Les orangeraies m’ont frappé le nez en premier.
J’avais quatorze ans. Cela fait vingt-cinq ans et le parfum rappelle toujours instantanément le souvenir. C’est ainsi que fonctionne Disneyland.

Nous savons tous que le parc sent mauvais. L’eau des pirates. Churros de la rue principale. La neige en pain d’épices. Ce n’est pas un accident. Disney conçoit la mémoire par l’olfaction, en utilisant un système breveté qui pompe le parfum dans l’air juste au moment où votre cerveau l’attend.

Soarin’ a débuté sous le nom de Soarin’ Over California en 2001. Il vous soulève, les jambes pendantes, devant un écran. Cela semble suffisamment réel pour vous faire tomber l’estomac. Le concept a voyagé rapidement et est apparu à Epcot, Shanghai et Tokyo.

Puis vint la mise à jour globale. Soarin’ Around the World a été lancé en 2016, troquant les monuments locaux contre des icônes internationales.

Maintenant, le trajet s’est à nouveau transformé. Pour le 250e anniversaire des États-Unis, c’est Soarin’ Across America.

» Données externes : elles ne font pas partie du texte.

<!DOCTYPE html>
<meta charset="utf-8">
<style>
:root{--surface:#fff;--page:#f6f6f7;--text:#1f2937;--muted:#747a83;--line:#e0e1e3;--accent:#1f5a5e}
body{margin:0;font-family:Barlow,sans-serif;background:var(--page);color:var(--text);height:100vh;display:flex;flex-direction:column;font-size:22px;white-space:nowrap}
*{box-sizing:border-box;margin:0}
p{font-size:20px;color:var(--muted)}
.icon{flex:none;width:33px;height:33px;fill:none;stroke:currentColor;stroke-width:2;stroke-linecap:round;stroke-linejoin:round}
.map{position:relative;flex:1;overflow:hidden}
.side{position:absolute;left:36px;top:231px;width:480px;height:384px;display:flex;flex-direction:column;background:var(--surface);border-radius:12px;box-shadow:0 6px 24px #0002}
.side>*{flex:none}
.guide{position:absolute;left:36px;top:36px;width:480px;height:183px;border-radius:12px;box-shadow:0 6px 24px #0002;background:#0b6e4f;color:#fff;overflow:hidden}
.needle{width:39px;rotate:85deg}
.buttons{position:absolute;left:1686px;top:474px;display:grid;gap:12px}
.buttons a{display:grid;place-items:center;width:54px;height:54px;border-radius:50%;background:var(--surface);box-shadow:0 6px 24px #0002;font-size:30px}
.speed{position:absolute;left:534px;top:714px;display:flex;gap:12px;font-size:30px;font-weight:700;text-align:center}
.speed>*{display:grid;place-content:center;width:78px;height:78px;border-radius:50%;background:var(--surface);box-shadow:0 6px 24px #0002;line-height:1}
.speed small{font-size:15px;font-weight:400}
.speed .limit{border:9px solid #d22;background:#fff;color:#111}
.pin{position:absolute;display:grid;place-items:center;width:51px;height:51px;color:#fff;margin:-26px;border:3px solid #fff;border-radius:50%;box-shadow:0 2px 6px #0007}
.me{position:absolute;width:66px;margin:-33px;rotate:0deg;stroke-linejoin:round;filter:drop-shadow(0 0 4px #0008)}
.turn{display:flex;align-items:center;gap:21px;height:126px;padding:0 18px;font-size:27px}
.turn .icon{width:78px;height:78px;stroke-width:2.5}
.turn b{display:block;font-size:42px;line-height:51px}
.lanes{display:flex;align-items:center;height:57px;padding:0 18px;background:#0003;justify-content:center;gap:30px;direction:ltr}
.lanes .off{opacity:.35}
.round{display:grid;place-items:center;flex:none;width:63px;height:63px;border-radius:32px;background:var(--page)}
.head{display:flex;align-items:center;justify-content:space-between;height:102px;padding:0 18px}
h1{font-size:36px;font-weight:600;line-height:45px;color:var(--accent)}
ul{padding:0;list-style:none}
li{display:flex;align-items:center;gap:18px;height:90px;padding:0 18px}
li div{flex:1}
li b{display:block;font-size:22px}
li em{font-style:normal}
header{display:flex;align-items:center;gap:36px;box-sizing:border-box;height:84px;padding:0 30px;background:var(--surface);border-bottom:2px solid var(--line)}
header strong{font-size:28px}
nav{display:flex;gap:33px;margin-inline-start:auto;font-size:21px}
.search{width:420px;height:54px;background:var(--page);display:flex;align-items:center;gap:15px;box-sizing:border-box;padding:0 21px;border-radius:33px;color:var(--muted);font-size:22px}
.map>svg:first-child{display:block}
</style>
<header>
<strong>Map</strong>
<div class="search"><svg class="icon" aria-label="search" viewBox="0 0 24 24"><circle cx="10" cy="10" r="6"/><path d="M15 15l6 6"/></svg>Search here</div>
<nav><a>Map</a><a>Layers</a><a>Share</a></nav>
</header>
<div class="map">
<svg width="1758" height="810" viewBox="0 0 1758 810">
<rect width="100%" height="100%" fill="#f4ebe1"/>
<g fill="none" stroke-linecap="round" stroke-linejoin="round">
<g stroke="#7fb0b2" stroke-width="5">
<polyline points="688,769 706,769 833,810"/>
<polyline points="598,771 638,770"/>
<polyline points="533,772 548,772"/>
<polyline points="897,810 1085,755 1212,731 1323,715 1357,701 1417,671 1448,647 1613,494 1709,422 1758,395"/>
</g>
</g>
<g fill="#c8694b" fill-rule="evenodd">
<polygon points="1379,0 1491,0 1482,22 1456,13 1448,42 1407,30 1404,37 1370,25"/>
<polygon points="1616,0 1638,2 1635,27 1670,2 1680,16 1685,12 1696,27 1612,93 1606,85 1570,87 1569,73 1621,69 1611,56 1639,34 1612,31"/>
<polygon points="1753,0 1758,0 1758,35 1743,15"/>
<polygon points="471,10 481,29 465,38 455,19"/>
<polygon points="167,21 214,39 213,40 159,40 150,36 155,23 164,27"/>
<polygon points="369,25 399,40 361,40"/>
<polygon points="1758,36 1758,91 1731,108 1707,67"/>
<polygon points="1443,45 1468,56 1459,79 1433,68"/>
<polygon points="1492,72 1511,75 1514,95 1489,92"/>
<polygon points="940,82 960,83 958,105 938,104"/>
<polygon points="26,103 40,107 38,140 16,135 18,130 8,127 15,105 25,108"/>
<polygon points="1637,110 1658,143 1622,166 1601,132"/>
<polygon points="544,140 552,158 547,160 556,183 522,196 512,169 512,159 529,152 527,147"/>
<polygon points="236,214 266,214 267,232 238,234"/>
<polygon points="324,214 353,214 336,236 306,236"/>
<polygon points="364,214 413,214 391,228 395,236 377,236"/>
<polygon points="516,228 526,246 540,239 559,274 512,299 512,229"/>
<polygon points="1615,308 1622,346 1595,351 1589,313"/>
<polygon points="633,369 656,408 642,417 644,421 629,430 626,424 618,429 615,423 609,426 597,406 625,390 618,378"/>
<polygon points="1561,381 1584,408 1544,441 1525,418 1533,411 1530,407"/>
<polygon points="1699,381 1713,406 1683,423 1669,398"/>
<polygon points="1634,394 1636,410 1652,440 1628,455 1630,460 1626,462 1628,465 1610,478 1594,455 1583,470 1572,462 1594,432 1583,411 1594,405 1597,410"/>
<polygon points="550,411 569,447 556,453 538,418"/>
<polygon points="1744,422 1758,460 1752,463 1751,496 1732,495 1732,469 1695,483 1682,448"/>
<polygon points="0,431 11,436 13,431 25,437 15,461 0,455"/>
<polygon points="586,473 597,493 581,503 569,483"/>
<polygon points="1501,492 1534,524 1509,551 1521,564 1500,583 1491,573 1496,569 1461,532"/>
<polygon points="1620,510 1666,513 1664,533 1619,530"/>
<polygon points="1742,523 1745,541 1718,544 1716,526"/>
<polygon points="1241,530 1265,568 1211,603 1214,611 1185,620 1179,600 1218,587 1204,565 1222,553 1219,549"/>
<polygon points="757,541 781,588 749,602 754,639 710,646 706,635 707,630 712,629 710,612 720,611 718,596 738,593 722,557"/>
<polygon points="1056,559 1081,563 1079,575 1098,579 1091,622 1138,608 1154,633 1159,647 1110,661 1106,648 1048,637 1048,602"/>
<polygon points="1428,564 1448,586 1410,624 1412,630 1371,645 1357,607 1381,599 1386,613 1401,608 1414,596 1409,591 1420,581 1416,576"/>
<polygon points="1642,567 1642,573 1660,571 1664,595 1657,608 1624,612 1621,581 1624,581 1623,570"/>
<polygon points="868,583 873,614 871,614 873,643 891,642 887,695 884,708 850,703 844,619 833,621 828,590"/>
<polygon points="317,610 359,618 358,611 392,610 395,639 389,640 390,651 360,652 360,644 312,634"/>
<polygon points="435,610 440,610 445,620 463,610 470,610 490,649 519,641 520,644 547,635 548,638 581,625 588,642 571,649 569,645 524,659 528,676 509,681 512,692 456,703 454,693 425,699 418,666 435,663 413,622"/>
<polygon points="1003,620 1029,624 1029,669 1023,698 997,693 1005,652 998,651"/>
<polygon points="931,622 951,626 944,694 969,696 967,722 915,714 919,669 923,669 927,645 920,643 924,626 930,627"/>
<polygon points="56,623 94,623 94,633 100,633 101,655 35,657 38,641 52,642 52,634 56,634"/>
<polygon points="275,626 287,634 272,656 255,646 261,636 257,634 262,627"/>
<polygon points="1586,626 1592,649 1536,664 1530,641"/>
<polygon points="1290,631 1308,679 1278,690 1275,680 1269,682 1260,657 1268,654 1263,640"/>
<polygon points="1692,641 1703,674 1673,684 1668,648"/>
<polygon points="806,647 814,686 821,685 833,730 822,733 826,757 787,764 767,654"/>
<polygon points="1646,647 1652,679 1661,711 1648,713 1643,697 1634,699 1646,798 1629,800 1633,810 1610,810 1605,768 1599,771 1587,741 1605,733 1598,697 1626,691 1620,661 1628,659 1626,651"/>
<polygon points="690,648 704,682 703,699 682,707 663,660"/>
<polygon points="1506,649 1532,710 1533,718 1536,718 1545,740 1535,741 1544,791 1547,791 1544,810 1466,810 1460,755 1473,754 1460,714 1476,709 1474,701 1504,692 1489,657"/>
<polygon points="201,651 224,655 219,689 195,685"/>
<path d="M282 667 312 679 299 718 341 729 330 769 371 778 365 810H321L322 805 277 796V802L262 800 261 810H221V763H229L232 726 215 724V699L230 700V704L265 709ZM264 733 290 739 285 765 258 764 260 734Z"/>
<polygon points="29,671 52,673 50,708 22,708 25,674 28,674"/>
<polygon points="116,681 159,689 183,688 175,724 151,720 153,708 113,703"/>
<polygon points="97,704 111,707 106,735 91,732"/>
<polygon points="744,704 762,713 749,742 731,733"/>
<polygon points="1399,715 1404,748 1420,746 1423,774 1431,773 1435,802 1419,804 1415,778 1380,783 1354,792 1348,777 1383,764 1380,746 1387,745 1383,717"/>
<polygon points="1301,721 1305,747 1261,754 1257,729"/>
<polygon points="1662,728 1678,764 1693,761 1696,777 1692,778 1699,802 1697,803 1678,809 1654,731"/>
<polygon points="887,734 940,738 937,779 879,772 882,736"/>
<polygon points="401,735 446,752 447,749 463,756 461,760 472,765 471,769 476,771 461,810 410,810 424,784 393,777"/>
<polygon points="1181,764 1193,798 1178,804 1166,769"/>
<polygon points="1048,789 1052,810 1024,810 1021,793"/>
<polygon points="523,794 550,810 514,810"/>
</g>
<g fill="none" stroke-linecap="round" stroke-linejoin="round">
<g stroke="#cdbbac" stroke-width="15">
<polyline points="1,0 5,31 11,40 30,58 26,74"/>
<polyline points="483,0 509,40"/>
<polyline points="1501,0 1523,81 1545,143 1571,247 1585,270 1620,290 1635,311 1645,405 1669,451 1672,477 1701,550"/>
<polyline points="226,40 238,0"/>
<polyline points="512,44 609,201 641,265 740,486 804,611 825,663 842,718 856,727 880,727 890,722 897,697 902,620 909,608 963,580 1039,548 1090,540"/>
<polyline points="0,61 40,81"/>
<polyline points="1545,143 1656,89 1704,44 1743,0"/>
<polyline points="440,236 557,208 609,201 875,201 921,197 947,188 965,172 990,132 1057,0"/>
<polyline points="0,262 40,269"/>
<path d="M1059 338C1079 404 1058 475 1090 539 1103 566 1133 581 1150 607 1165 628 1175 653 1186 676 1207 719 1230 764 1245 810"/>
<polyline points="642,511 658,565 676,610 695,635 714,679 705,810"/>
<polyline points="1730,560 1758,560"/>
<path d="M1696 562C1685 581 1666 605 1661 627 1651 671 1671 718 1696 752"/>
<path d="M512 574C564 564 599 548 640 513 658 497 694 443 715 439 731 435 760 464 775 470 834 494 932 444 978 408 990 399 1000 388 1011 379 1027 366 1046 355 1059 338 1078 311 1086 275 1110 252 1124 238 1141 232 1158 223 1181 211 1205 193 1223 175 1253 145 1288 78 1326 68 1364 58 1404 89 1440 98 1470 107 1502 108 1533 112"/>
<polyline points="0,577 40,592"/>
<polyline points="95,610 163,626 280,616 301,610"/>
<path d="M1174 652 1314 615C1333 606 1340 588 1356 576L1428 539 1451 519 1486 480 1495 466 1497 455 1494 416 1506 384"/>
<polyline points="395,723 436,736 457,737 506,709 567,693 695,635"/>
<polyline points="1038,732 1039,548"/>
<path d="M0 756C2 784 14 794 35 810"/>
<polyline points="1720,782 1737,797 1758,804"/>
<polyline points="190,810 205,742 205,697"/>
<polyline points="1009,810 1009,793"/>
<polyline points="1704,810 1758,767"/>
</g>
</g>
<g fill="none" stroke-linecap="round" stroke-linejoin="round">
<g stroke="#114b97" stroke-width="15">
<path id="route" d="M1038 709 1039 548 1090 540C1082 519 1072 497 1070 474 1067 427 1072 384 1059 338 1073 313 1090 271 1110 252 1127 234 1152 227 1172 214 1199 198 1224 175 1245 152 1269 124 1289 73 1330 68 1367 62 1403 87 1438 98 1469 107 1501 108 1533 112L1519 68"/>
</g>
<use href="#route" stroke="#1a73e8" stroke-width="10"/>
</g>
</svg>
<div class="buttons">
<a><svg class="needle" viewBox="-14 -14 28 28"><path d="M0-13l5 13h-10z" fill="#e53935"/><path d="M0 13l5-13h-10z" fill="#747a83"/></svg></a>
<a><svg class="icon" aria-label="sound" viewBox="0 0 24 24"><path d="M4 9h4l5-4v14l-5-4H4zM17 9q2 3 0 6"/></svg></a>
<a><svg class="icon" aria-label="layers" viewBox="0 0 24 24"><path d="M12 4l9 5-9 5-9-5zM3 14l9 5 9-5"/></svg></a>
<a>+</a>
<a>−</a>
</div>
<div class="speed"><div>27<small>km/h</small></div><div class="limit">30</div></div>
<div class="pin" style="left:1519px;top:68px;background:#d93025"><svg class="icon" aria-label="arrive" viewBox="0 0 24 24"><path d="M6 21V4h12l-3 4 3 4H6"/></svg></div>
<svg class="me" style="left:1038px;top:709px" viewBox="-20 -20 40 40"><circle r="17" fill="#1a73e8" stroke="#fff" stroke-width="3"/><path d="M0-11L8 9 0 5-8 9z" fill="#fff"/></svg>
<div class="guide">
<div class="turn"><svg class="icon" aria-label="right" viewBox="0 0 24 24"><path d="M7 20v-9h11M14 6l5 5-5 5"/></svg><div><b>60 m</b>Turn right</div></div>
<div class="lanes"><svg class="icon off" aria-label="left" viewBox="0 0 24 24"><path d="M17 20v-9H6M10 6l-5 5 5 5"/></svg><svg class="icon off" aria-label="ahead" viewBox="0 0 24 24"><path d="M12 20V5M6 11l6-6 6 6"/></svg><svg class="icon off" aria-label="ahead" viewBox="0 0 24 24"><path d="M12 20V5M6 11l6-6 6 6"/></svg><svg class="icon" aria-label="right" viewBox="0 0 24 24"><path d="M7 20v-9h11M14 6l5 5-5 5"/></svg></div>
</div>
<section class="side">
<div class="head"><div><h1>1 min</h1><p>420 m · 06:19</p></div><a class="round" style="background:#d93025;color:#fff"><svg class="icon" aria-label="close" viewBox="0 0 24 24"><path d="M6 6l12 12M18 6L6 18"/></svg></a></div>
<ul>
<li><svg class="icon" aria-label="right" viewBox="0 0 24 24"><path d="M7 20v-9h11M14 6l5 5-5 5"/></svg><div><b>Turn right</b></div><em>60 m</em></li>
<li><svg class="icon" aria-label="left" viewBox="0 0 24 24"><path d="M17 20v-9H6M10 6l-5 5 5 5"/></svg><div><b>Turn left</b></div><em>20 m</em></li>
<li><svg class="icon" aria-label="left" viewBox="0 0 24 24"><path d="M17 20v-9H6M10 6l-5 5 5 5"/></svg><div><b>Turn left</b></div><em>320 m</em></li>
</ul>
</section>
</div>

Je l’ai monté le 2 juillet. Jour d’ouverture. Le film commence avec le lancement de la fusée Artemis II, un passage brutal du silence à la puissance. Puis New York. Statue de la liberté. L’horizon. Vous survolez Washington, plongez sur un sentier d’hydroglisseur en Louisiane et parcourez le Grand Canyon. Vous voyez le mont Rushmore. Vous survolez l’Alaska enneigé. Vous terminez à Los Angeles, en regardant les feux d’artifice au-dessus du château.

Le vent vous frappe au visage. Les odeurs aussi.
De l’herbe fraîche lorsque le bétail passe. Sel de mer sur la côte. Boue terreuse du bayou.

Et puis l’ananas.

Ananas frais et noix de coco pour le segment hawaïen. Celui-là colle. Il s’attarde sur vos vêtements. Je le sentirai probablement au cours des deux prochaines décennies.

Faire en sorte que cela soit arrivé rapidement.
L’équipage a effectué près de 900 vols en hélicoptère et plus de 60 vols de drones pour capturer les images, parcourant un total de 28 00 milles. Une fois le film en possession, les Imagineers ont eu moins de douze mois pour réaliser la superposition.

Ils travaillaient de nuit à Epcot. Des semaines de quarante heures pour peaufiner le vent. Plus d’air près des cerfs-volants DC, moins près du Canyon. Un orchestre de 103 musiciens a retravaillé la partition originale pour l’adapter à la géographie.

Le mixage sonore était un casse-tête. Comment éditer l’audio lorsque vous êtes assis dans un manège en mouvement ?
Megan Duncan, rédactrice sonore principale chez Walt Disney Imagineering, a construit une station de fortune attachée au siège du pilote. Souris, clavier, casque VR, table de mixage.

“Habituellement, pour une attraction Soarin’, nous devons construire des échafaudages. C’était impossible… parce que nous étions sur un calendrier tellement accéléré.”

Elle n’avait pas besoin de moniteurs. Elle avait juste besoin d’un contrôle Bluetooth à l’intérieur du casque. Pas de matériel de transport. Juste assise là, chevauchant la simulation, ajustant les niveaux pendant que ses jambes pendaient au bord du sol du théâtre.

Est-ce que ça marche ?
Les temps d’attente étaient extrêmement élevés en ce calme après-midi d’été. Les gens ont fait la queue pendant plus d’une heure rien que pour entendre la voix de Patrick Warburton et sentir le pays.

Ils sont montés à bord. Ils ont été élevés.

Les machines à parfum bourdonnent probablement encore, se préparant pour le groupe suivant, tandis que les coureurs précédents sont assis dans le couloir de sortie et tentent d’essuyer la noix de coco de leurs cheveux.